With the information that the passengers have been moved somewhere in Brooklyn, Ben and Beleaguered Federal Agent decide they can narrow down the specific location using cell phone data by secretly misappropriating government resources. The agent that Beleaguered Federal Agent assigns to this project has a suspicious when Beleaguered Federal Agent declines to give her a case number for it.
Later that night, Beleaguered Federal Agent calls Ben to share what information he has: that he’s narrowed the location down to someplace in Red Hook. However, according to the property files that Ben stole from Idiot Boss earlier, U.D.S. doesn’t have any property in Red Hook. But then Ben realizes that the property files are outdated, so this dummy goes into his office, steals his Idiot Boss’ security pass for U.D.S., uses it to break into U.D.S. where he wanders around until he finds the room labeled “SECRET DOCUMENTS,” and within moments finds a file labeled “SECRET EXPERIMENTAL TESTING SITES IN BROOKLYN.” All of this is very plausible.

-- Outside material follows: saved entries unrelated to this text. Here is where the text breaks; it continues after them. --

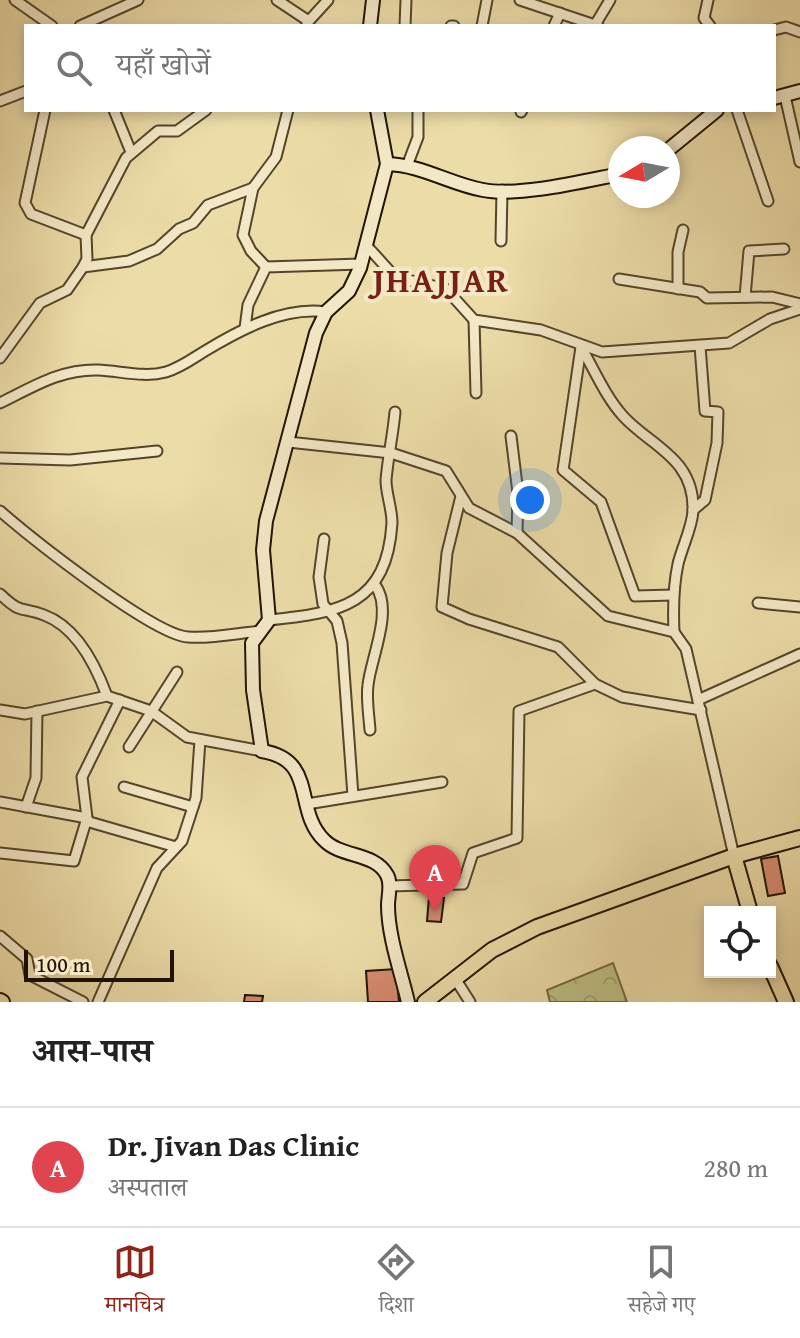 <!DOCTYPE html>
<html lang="hi">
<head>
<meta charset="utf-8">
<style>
	:root { --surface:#fff; --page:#f6f6f6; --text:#222; --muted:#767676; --line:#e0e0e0; --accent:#8f2418 }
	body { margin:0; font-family:"Gentium Book Plus","Noto Serif Devanagari",serif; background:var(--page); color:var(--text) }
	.controls { position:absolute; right:24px; bottom:24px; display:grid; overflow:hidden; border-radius:0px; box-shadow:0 4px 12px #0003 }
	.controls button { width:72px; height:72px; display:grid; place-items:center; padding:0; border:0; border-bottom:2px solid var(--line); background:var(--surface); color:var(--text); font:40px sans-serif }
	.compass { position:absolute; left:608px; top:136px; width:72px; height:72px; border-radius:50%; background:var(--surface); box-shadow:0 4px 12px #0003; rotate:260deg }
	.scale { position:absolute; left:24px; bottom:20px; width:150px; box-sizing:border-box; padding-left:8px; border:4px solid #221300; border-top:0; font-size:22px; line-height:28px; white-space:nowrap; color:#221300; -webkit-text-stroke:6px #f3e8c6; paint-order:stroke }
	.you { position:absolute; left:530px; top:500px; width:28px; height:28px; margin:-20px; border:6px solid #fff; border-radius:50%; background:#1a73e8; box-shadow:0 0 0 12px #1a73e833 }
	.badge { display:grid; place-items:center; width:52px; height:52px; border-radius:50%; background:var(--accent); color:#fff; font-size:26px; font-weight:700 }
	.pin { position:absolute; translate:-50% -66px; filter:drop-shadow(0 2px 4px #0008) }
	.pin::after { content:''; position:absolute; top:42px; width:28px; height:24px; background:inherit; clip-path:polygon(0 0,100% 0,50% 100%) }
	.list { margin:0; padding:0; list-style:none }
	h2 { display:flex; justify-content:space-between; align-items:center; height:104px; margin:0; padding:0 32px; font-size:34px }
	h2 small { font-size:26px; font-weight:400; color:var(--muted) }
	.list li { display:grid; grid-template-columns:52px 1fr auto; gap:24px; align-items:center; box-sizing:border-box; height:120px; padding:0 32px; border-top:2px solid var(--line) }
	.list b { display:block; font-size:30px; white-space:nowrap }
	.list p { margin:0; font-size:26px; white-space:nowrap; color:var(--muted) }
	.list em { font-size:26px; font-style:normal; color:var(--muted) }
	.icon { flex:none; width:44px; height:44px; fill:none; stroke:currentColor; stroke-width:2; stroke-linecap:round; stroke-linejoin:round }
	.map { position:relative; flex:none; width:800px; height:1002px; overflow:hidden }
	.search { position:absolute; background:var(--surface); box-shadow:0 4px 12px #0003; left:24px; right:24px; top:24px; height:88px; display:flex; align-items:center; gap:20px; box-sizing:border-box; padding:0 28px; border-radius:0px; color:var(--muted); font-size:30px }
	.sheet { height:224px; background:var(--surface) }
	nav { display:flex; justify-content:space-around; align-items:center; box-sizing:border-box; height:112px; border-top:2px solid var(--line); background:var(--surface); font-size:22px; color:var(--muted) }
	nav a { display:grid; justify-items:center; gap:4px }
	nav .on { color:var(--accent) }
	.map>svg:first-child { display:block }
	.park { fill:url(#park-crowns); stroke:#706942; stroke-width:2 }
	.building { fill:#d78b70; stroke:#221300; stroke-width:2 }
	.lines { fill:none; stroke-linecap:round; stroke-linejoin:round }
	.street-casing { stroke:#54452a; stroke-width:13 }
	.secondary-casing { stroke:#221300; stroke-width:16 }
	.primary-casing { stroke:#221300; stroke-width:18 }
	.street { stroke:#f3e8c6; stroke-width:9 }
	.secondary { stroke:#f3e8c6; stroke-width:12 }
	.primary { stroke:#ecdca8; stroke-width:14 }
	.labels { text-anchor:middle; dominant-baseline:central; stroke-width:8; stroke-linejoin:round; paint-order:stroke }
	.district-label { font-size:34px; font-weight:bold; letter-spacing:2px; fill:#7a1f14; stroke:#f3e8c6 }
</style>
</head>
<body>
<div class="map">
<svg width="800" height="1002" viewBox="0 0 800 1002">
	<defs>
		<pattern id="park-crowns" width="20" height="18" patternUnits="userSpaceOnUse" patternTransform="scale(2)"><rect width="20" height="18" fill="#bebf83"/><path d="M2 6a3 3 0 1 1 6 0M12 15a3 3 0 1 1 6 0" fill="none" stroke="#a3a36f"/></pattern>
	</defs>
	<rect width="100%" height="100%" fill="#ecdca8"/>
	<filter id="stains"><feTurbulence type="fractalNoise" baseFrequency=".0025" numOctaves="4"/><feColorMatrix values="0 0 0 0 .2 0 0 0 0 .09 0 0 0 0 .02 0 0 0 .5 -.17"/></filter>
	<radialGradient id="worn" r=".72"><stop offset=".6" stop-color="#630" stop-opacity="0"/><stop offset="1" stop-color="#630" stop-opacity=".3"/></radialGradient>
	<path class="park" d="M613 963 627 1002H550L547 990Z"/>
	<g class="building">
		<path d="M778 856 785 893 768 896 761 859Z"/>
		<path d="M429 897 444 898 441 922 427 921Z"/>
		<path d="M396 969 399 1002H368L366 971Z"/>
		<path d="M245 995 263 996 262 1002H244Z"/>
	</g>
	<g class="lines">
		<defs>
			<g id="street">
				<path d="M15 0 52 26"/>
				<path d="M277 0 307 20"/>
				<path d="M520 0 598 26"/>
				<path d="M708 0 704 18 710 26"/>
				<path d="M307 23 328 0"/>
				<path d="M595 25 610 0"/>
				<path d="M80 26 138 0"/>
				<path d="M405 26 406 0"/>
				<path d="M451 26H454"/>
				<path d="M482 26 487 0"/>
				<path d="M554 26 560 13"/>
				<path d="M774 30 786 27 800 32"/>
				<path d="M785 96 800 162"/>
				<path d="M0 101 26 91"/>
				<path d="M45 110 25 203 31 214 86 235"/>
				<path d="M114 110 131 152"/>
				<path d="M737 110 768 201"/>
				<path d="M521 112 522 110"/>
				<path d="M407 166 418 137V110"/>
				<path d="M501 241 502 190"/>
				<path d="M366 245 395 277 446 289 474 320 541 330 602 352 729 343 770 319 800 309"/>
				<path d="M83 267 129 261 157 249 179 229 193 223 208 205 253 188"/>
				<path d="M266 267 251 251 243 235 253 188 276 157 288 110"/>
				<path d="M619 279 700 292 707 298 772 297 800 304"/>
				<path d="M678 289V252L683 230"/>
				<path d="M745 297 749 251 784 249"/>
				<path d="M474 320 476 393"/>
				<path d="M245 328 248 305 266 267 361 264"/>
				<path d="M581 347C594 369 605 396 623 416 650 446 695 458 693 511 692 528 682 547 678 564 673 587 673 609 674 632"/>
				<path d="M581 347 563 470 601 502 635 596 673 595"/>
				<path d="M0 358 40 303 67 290 83 267 87 259 86 235 126 158 158 131H177L206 110"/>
				<path d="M0 403C33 387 60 369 98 370 121 371 144 378 166 372 180 368 192 359 205 351 240 330 284 306 326 312"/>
				<path d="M511 436 518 493 517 533"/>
				<path d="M288 442 391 453 446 471 469 508 517 533 608 616 674 632 686 649 734 856"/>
				<path d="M0 458 70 460 157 451"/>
				<path d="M461 496 447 553 442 607 469 619 558 647 595 684 622 697 701 710"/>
				<path d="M693 510 705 500 717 443 718 412 705 411 700 346"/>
				<path d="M0 511C30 537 153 635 188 637 211 639 238 633 261 631"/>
				<path d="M324 539 319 577 323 604 337 621 342 643 353 796"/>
				<path d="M0 594C22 615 20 606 44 615 77 627 96 666 107 696"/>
				<path d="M758 603 800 607"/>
				<path d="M269 620C340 613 387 605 392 523 392 508 386 494 386 480 388 457 393 434 395 412"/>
				<path d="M698 700 800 654"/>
				<path d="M0 710 25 714 107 696 151 711 187 737 262 751"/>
				<path d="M370 730C369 715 366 699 368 685 371 657 394 610 375 585"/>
				<path d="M129 747 177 672"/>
				<path d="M124 787 193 807"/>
				<path d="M0 802 87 818"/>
				<path d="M307 804 442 782"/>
				<path d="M26 807 36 778 37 711"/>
				<path d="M86 821 176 847"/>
				<path d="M0 853 74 861 87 818 82 777 120 700"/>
				<path d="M389 886 463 884 473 853 517 838 519 711 595 684"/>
				<path d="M0 936 27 959 30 975 83 1002"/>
				<path d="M456 980 470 1002"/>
				<path d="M98 1002 157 868 182 841 196 798 200 740"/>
			</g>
			<g id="secondary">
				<path d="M370 26 373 0"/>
				<path d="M774 98 800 91"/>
				<path d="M377 110 387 164 360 268 349 291 326 312 316 333 266 521 263 550 269 620 252 643 253 690 262 751C318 760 293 810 324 840 341 858 375 852 387 875 392 884 388 896 388 905 388 936 401 972 408 1002"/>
				<path d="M668 150 717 110"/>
				<path d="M387 164C422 165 450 184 483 190 519 197 584 181 620 174"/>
			</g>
			<g id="primary">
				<path d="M734 856 750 912"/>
				<path d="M770 966 786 1002"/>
				<path d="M0 1001 2 1002"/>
				<path d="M425 1002 492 950 537 927 734 856 800 838"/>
			</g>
		</defs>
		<use href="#street" class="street-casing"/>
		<use href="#secondary" class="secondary-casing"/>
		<use href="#primary" class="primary-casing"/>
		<use href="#street" class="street"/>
		<use href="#secondary" class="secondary"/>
		<use href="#primary" class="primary"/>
	</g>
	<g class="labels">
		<g class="district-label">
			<text x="441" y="279">JHAJJAR</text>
		</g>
	</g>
	<rect width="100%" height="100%" filter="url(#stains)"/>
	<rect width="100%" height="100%" fill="url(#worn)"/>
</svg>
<div class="controls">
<button><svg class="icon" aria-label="locate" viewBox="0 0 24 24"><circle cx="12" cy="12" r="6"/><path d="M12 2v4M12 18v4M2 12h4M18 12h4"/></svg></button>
</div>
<svg class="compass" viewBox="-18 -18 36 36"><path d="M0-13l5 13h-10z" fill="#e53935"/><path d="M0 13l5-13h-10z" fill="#767676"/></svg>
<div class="scale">100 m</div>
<div class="you"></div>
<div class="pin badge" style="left:435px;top:911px;background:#e0444e">A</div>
<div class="search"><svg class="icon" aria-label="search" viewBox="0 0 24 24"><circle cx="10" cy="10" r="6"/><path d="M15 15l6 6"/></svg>यहाँ खोजें</div>
</div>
<section class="sheet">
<h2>आस-पास<small></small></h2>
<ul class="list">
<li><span class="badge" style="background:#e0444e">A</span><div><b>Dr. Jivan Das Clinic</b><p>अस्पताल</p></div><em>280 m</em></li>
</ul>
</section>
<nav>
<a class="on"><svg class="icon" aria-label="map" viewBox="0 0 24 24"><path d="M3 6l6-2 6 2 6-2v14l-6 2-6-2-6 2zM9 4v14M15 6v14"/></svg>मानचित्र</a>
<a><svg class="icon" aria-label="directions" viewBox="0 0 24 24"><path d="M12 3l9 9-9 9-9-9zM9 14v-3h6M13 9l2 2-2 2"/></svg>दिशा</a>
<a><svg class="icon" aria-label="saved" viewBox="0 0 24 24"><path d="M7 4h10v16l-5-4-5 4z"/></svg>सहेजे गए</a>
</nav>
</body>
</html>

The next morning, Ben sneaks out of the house again, leaving a note explaining that he’s out running some errands. Insert Arrested Development reference here:
Ben and Michaela meet at Beleaguered Federal Agent’s house where they discuss again how Ex-Boyfriend and Grace are in danger from a really spiteful Universe, but they decide that finding the missing passengers might somehow protect them? I don’t know. Anyway, Beleaguered Federal Agent pinpoints the location where he thinks the missing passengers are being held and great news, guys! For reasons that are never explained, it’s the subject of a live satellite feed! Even though I don’t know of any satellites that hover 30 feet off the ground! But what luck! What good fortune!
Oh, and back at home, Pre-Pubescent Son is hit with a blinding headache. Guess the testing is back on!
Instead of trying to break this nonsense down, I’m going to ask you guys what, exactly, was the most implausible thing about this episode?
Ugh, this show is so dumb. And bad. And dumb.
Manifest airs on NBC on Mondays at 9 p.m.